The Central Bank of Ireland is responsible for the regulation of all financial services firms in Ireland. The Central Bank Reform Act 2010, which commenced on 1 October 2010, created a new single body called the Central Bank of Ireland which is responsible for both central banking and financial regulation. It replaced the previous related bodies – the Central Bank and the Financial Services Authority of Ireland (generally known as the Central Bank) and the Irish Financial Services Regulatory Authority (Financial Regulator).
What does the Central Bank of Ireland regulate?
The Central Bank regulates the activities of:
- Credit institutions, investment intermediaries, stockbrokers, financial exchanges, collective investment schemes, funds, investor compensation and related consumer issues
- Life insurance, general insurance and related consumer issues
- Moneylenders, mortgage and credit intermediaries, the monitoring of customer charges by credit institutions and related consumer issues
- Credit unions
What is the main purpose of regulation?
The main purpose of regulation is:
- To promote a safe and fair financial services market for consumers
- To promote sound and solvent financial institutions, thereby giving depositors and other consumers of financial products confidence that their deposits and investments are safe.

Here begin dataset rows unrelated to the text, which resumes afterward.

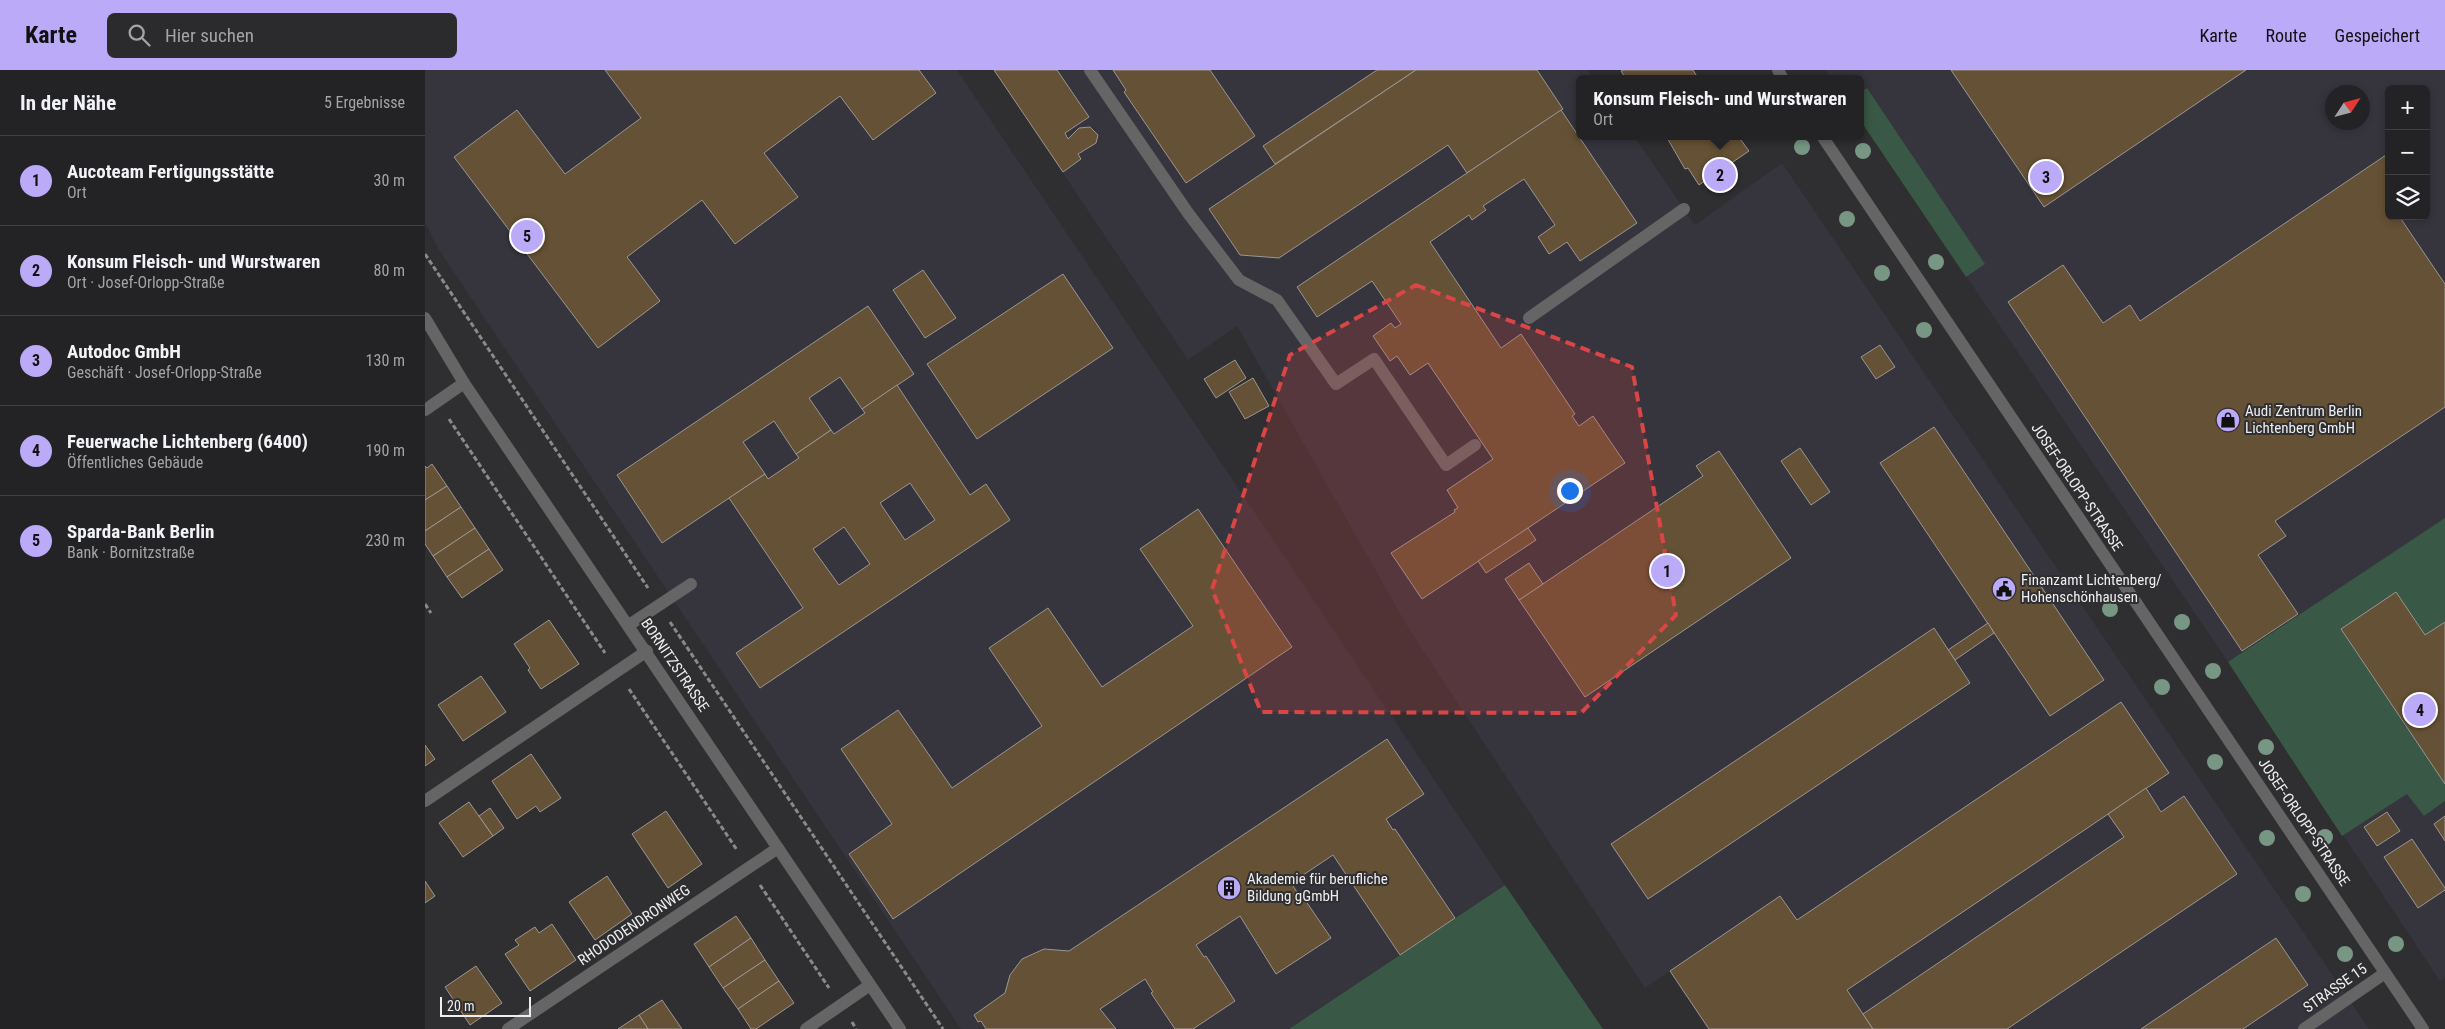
<!DOCTYPE html>
<html lang="de">
<meta charset="utf-8">
<style>
:root{--surface:#232225;--page:#2b2a2d;--text:#f1f3f6;--muted:#a3a4a7;--line:#403f42;--accent:#baaaf7}
body{margin:0;font-family:"Roboto Condensed",sans-serif;background:var(--page);color:var(--text)}
.controls{position:absolute;right:15px;top:15px;display:grid;overflow:hidden;border-radius:8px;box-shadow:0 2px 8px #0003}
.controls button{width:45px;height:45px;display:grid;place-items:center;padding:0;border:0;border-bottom:1px solid var(--line);background:var(--surface);color:var(--text);font:25px sans-serif}
.compass{position:absolute;left:1900px;top:15px;width:45px;height:45px;border-radius:50%;background:var(--surface);box-shadow:0 2px 8px #0003;rotate:54deg}
.scale{position:absolute;left:15px;bottom:12px;width:91px;box-sizing:border-box;padding-left:5px;border:2px solid #eeeef0;border-top:0;font-size:14px;line-height:18px;white-space:nowrap;color:#eeeef0;-webkit-text-stroke:4px #2f2e31;paint-order:stroke}
.you{position:absolute;left:1144px;top:420px;width:18px;height:18px;margin:-12px;border:4px solid #fff;border-radius:50%;background:#1a73e8;box-shadow:0 0 0 8px #1a73e833}
.badge{display:grid;place-items:center;width:32px;height:32px;border-radius:50%;background:var(--accent);color:#111;font-size:16px;font-weight:700}
.pin{position:absolute;translate:-50% -50%;border:2px solid #fff;box-shadow:0 1px 5px #0006}
.popup{position:absolute;left:1151px;top:5px;width:288px;height:65px;box-sizing:border-box;display:grid;place-content:center;border-radius:8px;background:var(--surface);filter:drop-shadow(0 1px 4px #0005);font-size:16px;white-space:nowrap;color:var(--muted)}
.popup b{font-size:19px;color:var(--text)}
.popup::after{content:'';position:absolute;left:50%;top:100%;margin-left:-10px;border:10px solid transparent;border-top-color:var(--surface)}
.list{margin:0;padding:0;list-style:none}
h2{display:flex;justify-content:space-between;align-items:center;height:65px;margin:0;padding:0 20px;font-size:21px}
h2 small{font-size:16px;font-weight:400;color:var(--muted)}
.list li{display:grid;grid-template-columns:32px 1fr auto;gap:15px;align-items:center;box-sizing:border-box;height:90px;padding:0 20px;border-top:1px solid var(--line)}
.list b{display:block;font-size:19px;white-space:nowrap}
.list p{margin:0;font-size:16px;white-space:nowrap;color:var(--muted)}
.list em{font-size:16px;font-style:normal;color:var(--muted)}
.icon{flex:none;width:28px;height:28px;fill:none;stroke:currentColor;stroke-width:2;stroke-linecap:round;stroke-linejoin:round}
.map{position:relative;flex:none;width:2020px;height:959px;overflow:hidden}
header{display:flex;align-items:center;gap:30px;box-sizing:border-box;height:70px;padding:0 25px;background:var(--accent);color:#111}
header strong{font-size:24px}
nav{display:flex;gap:28px;margin-inline-start:auto;font-size:18px}
.search{width:350px;height:45px;background:var(--page);display:flex;align-items:center;gap:12px;box-sizing:border-box;padding:0 18px;border-radius:8px;color:var(--muted);font-size:19px}
main{display:flex}
aside{flex:1;background:var(--surface)}
.map>svg:first-child{display:block}
.built{fill:#36343d;fill-rule:evenodd}
.green{fill:#395845}
.building{fill:#655135;stroke:#9a9794;fill-rule:evenodd}
.lines{fill:none;stroke-linecap:round;stroke-linejoin:round}
.path{stroke:#8a8a8c;stroke-width:3;stroke-dasharray:5 2.5;stroke-linecap:butt}
.service{stroke:#666566;stroke-width:12}
.minor{stroke:#666566;stroke-width:12}
.tertiary{stroke:#666566;stroke-width:12}
.tree{fill:#779784}
.marked{fill:#da4646;fill-opacity:0.2;stroke:#da4646;stroke-width:4;stroke-dasharray:10 6;stroke-linejoin:round}
.labels{text-anchor:middle;stroke-width:4;stroke-linejoin:round;paint-order:stroke}
.poi-label{font-size:15px;fill:#eeeef0;stroke:#2f2e31;text-anchor:start}
.street-label{font-size:15px;fill:#eeeef0;stroke:#2f2e31}
</style>
<header>
<strong>Karte</strong>
<div class="search"><svg class="icon" aria-label="search" viewBox="0 0 24 24"><circle cx="10" cy="10" r="6"/><path d="M15 15l6 6"/></svg>Hier suchen</div>
<nav><a>Karte</a><a>Route</a><a>Gespeichert</a></nav>
</header>
<main>
<aside>
<h2>In der Nähe<small>5 Ergebnisse</small></h2>
<ul class="list">
<li><span class="badge">1</span><div><b>Aucoteam Fertigungsstätte</b><p>Ort</p></div><em>30 m</em></li>
<li><span class="badge">2</span><div><b>Konsum Fleisch- und Wurstwaren</b><p>Ort · Josef-Orlopp-Straße</p></div><em>80 m</em></li>
<li><span class="badge">3</span><div><b>Autodoc GmbH</b><p>Geschäft · Josef-Orlopp-Straße</p></div><em>130 m</em></li>
<li><span class="badge">4</span><div><b>Feuerwache Lichtenberg (6400)</b><p>Öffentliches Gebäude</p></div><em>190 m</em></li>
<li><span class="badge">5</span><div><b>Sparda-Bank Berlin</b><p>Bank · Bornitzstraße</p></div><em>230 m</em></li>
</ul>
</aside>
<div class="map">
<svg width="2020" height="959" viewBox="0 0 2020 959">
<rect width="100%" height="100%" fill="#2f2e31"/>
<g class="built">
<polygon points="0,0 532,0 1080,815 864,959 536,959 14,180 0,153"/>
<polygon points="569,0 1163,0 1169,9 1155,9 1155,66 1209,66 1270,155 1357,93 1944,959 1282,959 1245,901 1220,918 984,559 812,256 763,290"/>
<path d="M1401 0H2020V907L2015 911 1803 592 1435 50V9H1407ZM1964 19H2001V146H1964ZM1908 22H1938V52H1908Z"/>
</g>
<g class="green">
<polygon points="1442,18 1560,194 1541,207 1435,50 1435,22"/>
<polygon points="2020,448 2020,552 2000,565 1971,522 1916,559 2020,714 2020,731 1999,746 1982,724 1917,766 1803,592"/>
<polygon points="1080,815 1178,959 864,959"/>
</g>
<g class="building">
<polygon points="180,0 494,0 511,23 448,70 415,26 339,83 373,127 310,174 277,130 202,187 235,231 173,278 29,87 92,40 140,104 216,48"/>
<polygon points="569,0 632,0 664,47 640,63 643,69 654,58 665,57 673,65 671,73 653,84 656,89 638,102"/>
<polygon points="688,0 785,0 830,66 761,113 699,22 701,20"/>
<polygon points="952,0 991,0 850,94 838,76"/>
<polygon points="991,0 1112,0 1138,39 1042,103 1023,75 854,188 815,185 784,139"/>
<polygon points="1199,0 1268,0 1273,8 1275,6 1277,9 1201,9 1196,1"/>
<polygon points="1526,0 1821,0 1619,137"/>
<polygon points="1136,40 1212,153 1155,191 1142,172 1124,184 1113,167 1130,155 1099,109 1058,136 1061,140 1047,150 1044,145 1005,172 1076,278 1096,264 1150,344 1147,346 1154,356 1168,346 1200,393 997,529 966,483 1030,442 1029,440 1033,438 1022,420 1068,389 1003,293 985,305 972,286 965,291 948,266 966,253 970,258 976,254 947,211 892,247 872,217"/>
<polygon points="1241,66 1313,66 1324,81 1274,115 1263,98 1260,99"/>
<polygon points="1964,83 1964,146 1974,146 2020,214 2020,337 1850,451 1861,466 1833,485 1873,544 1817,581 1583,232 1638,195 1678,253 1705,235 1715,251"/>
<polygon points="498,200 531,248 500,268 468,220"/>
<polygon points="638,204 688,278 552,369 502,294"/>
<polygon points="443,236 489,304 437,339 415,307 384,328 406,360 371,384 349,351 318,372 340,404 237,473 192,405"/>
<polygon points="1455,275 1470,297 1451,309 1436,287"/>
<polygon points="810,290 821,308 791,328 779,309"/>
<polygon points="828,308 844,336 820,349 804,322"/>
<path d="M472 315 545 425 561 414 585 450 335 618 311 583 378 538 304 428 340 404 343 409 374 388 371 384 406 360 409 364 440 343 437 339ZM485 413 510 450 480 470 455 433ZM419 457 445 494 414 515 388 479Z"/>
<polygon points="1509,357 1679,610 1625,646 1455,393"/>
<polygon points="1375,378 1405,422 1386,435 1356,391"/>
<polygon points="1294,381 1366,488 1160,627 1094,530 1278,406 1271,396"/>
<polygon points="7,394 22,416 0,430 0,396 2,398"/>
<polygon points="22,416 36,437 0,461 0,430"/>
<polygon points="36,437 50,458 8,486 0,474 0,461"/>
<polygon points="773,439 867,577 468,849 424,784 467,754 416,679 473,640 527,718 617,656 564,578 623,538 677,617 768,556 715,479"/>
<polygon points="50,458 64,479 22,507 8,486"/>
<polygon points="1103,458 1111,470 1061,503 1053,491"/>
<polygon points="64,479 78,500 37,528 22,507"/>
<polygon points="1104,493 1118,514 1094,530 1080,509"/>
<polygon points="1971,522 2000,565 2020,552 2020,714 1916,559"/>
<polygon points="124,550 154,594 116,619 103,600 105,598 89,574"/>
<polygon points="1563,553 1569,563 1530,590 1523,580"/>
<polygon points="1509,558 1545,613 1223,829 1186,774"/>
<polygon points="56,606 81,642 38,671 13,635"/>
<polygon points="1696,632 1744,703 1422,920 1448,959 1284,959 1245,901 1355,826 1372,850"/>
<polygon points="962,669 999,724 961,749 968,760 970,759 1030,848 975,885 908,785 866,813 874,825 876,824 906,868 851,904 815,846 771,875 779,887 781,886 810,931 768,959 750,959 726,923 728,922 720,909 675,939 691,959 561,959 556,951 553,952 549,945 580,923 585,905 597,889 619,879 644,881"/>
<polygon points="0,675 10,689 0,696"/>
<polygon points="106,684 136,728 115,742 111,736 92,749 67,711"/>
<polygon points="1721,718 1736,742 1759,726 1812,804 1582,959 1448,959 1438,944 1699,767 1683,744"/>
<polygon points="44,732 68,766 38,787 14,753"/>
<polygon points="65,738 79,758 68,766 54,746"/>
<polygon points="241,741 277,794 243,818 207,764"/>
<polygon points="1962,742 1975,761 1952,776 1939,757"/>
<polygon points="2020,746 2020,771 2009,754"/>
<polygon points="1987,769 2020,818 2020,820 1993,838 1959,787"/>
<polygon points="182,806 207,844 170,870 144,832"/>
<polygon points="0,811 10,826 0,833"/>
<polygon points="311,846 326,868 284,897 269,874"/>
<polygon points="127,854 151,890 105,921 80,884 94,875 90,870 110,857 114,863"/>
<polygon points="326,868 340,890 298,918 284,897"/>
<polygon points="1851,868 1883,915 1818,959 1716,959"/>
<polygon points="340,890 354,911 313,939 298,918"/>
<polygon points="51,896 77,933 45,955 20,917"/>
<polygon points="354,911 369,933 331,959 326,959 313,939"/>
<polygon points="237,930 257,959 223,959 214,945"/>
<polygon points="214,945 223,959 193,959"/>
</g>
<g class="lines">
<g class="path">
<polyline points="0,184 223,518"/>
<polyline points="24,349 180,583"/>
<polyline points="0,534 6,543"/>
<polyline points="245,552 518,959"/>
<polyline points="204,619 312,780"/>
<polyline points="335,815 404,918"/>
<polyline points="427,952 431,959"/>
</g>
<g class="service">
<polyline points="665,0 763,143 814,210 852,230 911,314 949,289 1021,395 1050,375"/>
<polyline points="1104,248 1259,139"/>
<polyline points="0,340 39,313"/>
<polyline points="204,555 266,514"/>
<polyline points="0,731 222,581"/>
<polyline points="83,959 353,778"/>
<polyline points="381,959 445,915"/>
<polyline points="1879,959 1960,903"/>
</g>
<polyline class="minor" points="0,248 39,313 475,959"/>
<g class="tertiary">
<polyline points="1353,0 1358,9"/>
<polyline points="1397,66 1998,959"/>
</g>
</g>
<g class="tree">
<circle cx="1377" cy="77" r="8"/>
<circle cx="1438" cy="81" r="8"/>
<circle cx="1422" cy="149" r="8"/>
<circle cx="1511" cy="192" r="8"/>
<circle cx="1457" cy="203" r="8"/>
<circle cx="1499" cy="260" r="8"/>
<circle cx="1685" cy="539" r="8"/>
<circle cx="1757" cy="552" r="8"/>
<circle cx="1788" cy="601" r="8"/>
<circle cx="1737" cy="617" r="8"/>
<circle cx="1841" cy="677" r="8"/>
<circle cx="1790" cy="692" r="8"/>
<circle cx="1900" cy="767" r="8"/>
<circle cx="1842" cy="768" r="8"/>
<circle cx="1878" cy="824" r="8"/>
<circle cx="1971" cy="874" r="8"/>
<circle cx="1920" cy="884" r="8"/>
</g>
<path class="marked" d="M991 215 1207 297 1251 545 1156 643 836 642 787 519 865 285Z"/>
<defs>
<g id="shop-disc" transform="scale(1.25)"><circle r="9.5" fill="#baaaf7" stroke="#2f2e31"/><path d="M-5-2.5h2.3a2.7 3.5 0 0 1 5.4 0H5L5.5 6h-11ZM-1.5-2.5h3a1.5 2.3 0 0 0-3 0Z" fill="#111"/></g>
<g id="civic-disc" transform="scale(1.25)"><circle r="9.5" fill="#baaaf7" stroke="#2f2e31"/><path d="M-.6-6.5H3V-4.5H.6V-3L4-1V1h2V6H-6V1h2V-1L-.6-3ZM-1.2 2.5V6h2.4V2.5Z" fill="#111"/></g>
<g id="building-disc" transform="scale(1.25)"><circle r="9.5" fill="#baaaf7" stroke="#2f2e31"/><path d="M-4-6H4V6H1V3H-1V6H-4ZM-2.5-4.3h1.7v1.8h-1.7ZM.8-4.3h1.7v1.8H.8ZM-2.5-1h1.7V.8h-1.7ZM.8-1h1.7V.8H.8Z" fill="#111"/></g>
</defs>
<g fill-rule="evenodd">
<use href="#shop-disc" x="1803" y="350"/>
<use href="#civic-disc" x="1579" y="519"/>
<use href="#building-disc" x="804" y="818"/>
</g>
<g class="labels">
<g class="poi-label">
<text x="1820" y="346">Audi Zentrum Berlin<tspan x="1820" dy="17">Lichtenberg GmbH</tspan></text>
<text x="1596" y="515">Finanzamt Lichtenberg/<tspan x="1596" dy="17">Hohenschönhausen</tspan></text>
<text x="822" y="814">Akademie für berufliche<tspan x="822" dy="17">Bildung gGmbH</tspan></text>
</g>
<g class="street-label">
<text transform="translate(1652 417) rotate(56)" y="5">JOSEF-ORLOPP-STRASSE</text>
<text transform="translate(250 595) rotate(56)" y="5">BORNITZSTRASSE</text>
<text transform="translate(1879 752) rotate(56)" y="5">JOSEF-ORLOPP-STRASSE</text>
<text transform="translate(209 855) rotate(-34)" y="5">RHODODENDRONWEG</text>
<text transform="translate(1910 918) rotate(-35)" y="5">STRASSE 15</text>
</g>
</g>
</svg>
<div class="controls">
<button>+</button>
<button>−</button>
<button><svg class="icon" aria-label="layers" viewBox="0 0 24 24"><path d="M12 4l9 5-9 5-9-5zM3 14l9 5 9-5"/></svg></button>
</div>
<svg class="compass" viewBox="-18 -18 36 36"><path d="M0-13l5 13h-10z" fill="#e53935"/><path d="M0 13l5-13h-10z" fill="#a3a4a7"/></svg>
<div class="scale">20 m</div>
<div class="you"></div>
<div class="pin badge" style="left:1242px;top:501px">1</div>
<div class="pin badge" style="left:1295px;top:105px">2</div>
<div class="popup"><b>Konsum Fleisch- und Wurstwaren</b>Ort</div>
<div class="pin badge" style="left:1621px;top:107px">3</div>
<div class="pin badge" style="left:1995px;top:640px">4</div>
<div class="pin badge" style="left:102px;top:166px">5</div>
</div>
</main>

The Central Bank monitors and enforces the consumer protection, conduct of business and prudential requirements of financial institutions. It also sets minimum competency requirements for firms.
What is a code of conduct?
The Central Bank has a number of statutory codes of conduct which oblige financial institutions to act in a fair and transparent manner, and in the best interests of their customers. These protection codes are policed and enforced by means of on-site inspections, backed-up by enforcement powers. Copies of the various codes are available on the Central Bank’s financial regulation website.
Where do I make a complaint about a financial institution?
It is important that you first make your complaint to your financial service provider. It is best to put your complaint to your provider in writing and keep a copy of your letter. You must give your provider an opportunity to look into your problem and allow them to try to reach a resolution. If you are still not satisfied that your complaint is being dealt with fairly by your provider, you may take your complaint to the Financial Services and Pensions Ombudsman.
You can read more about making a complaint in our document: Making a complaint about a financial service provider.
Where can I find information on financial products?
The Competition and Consumer Protection Commission (CCPC) provides information to consumers on their rights and on the costs, risks and benefits of different financial products. This information also helps you to access the financial services that are most suitable to you. The CCPC maintains financial information on its website for consumers.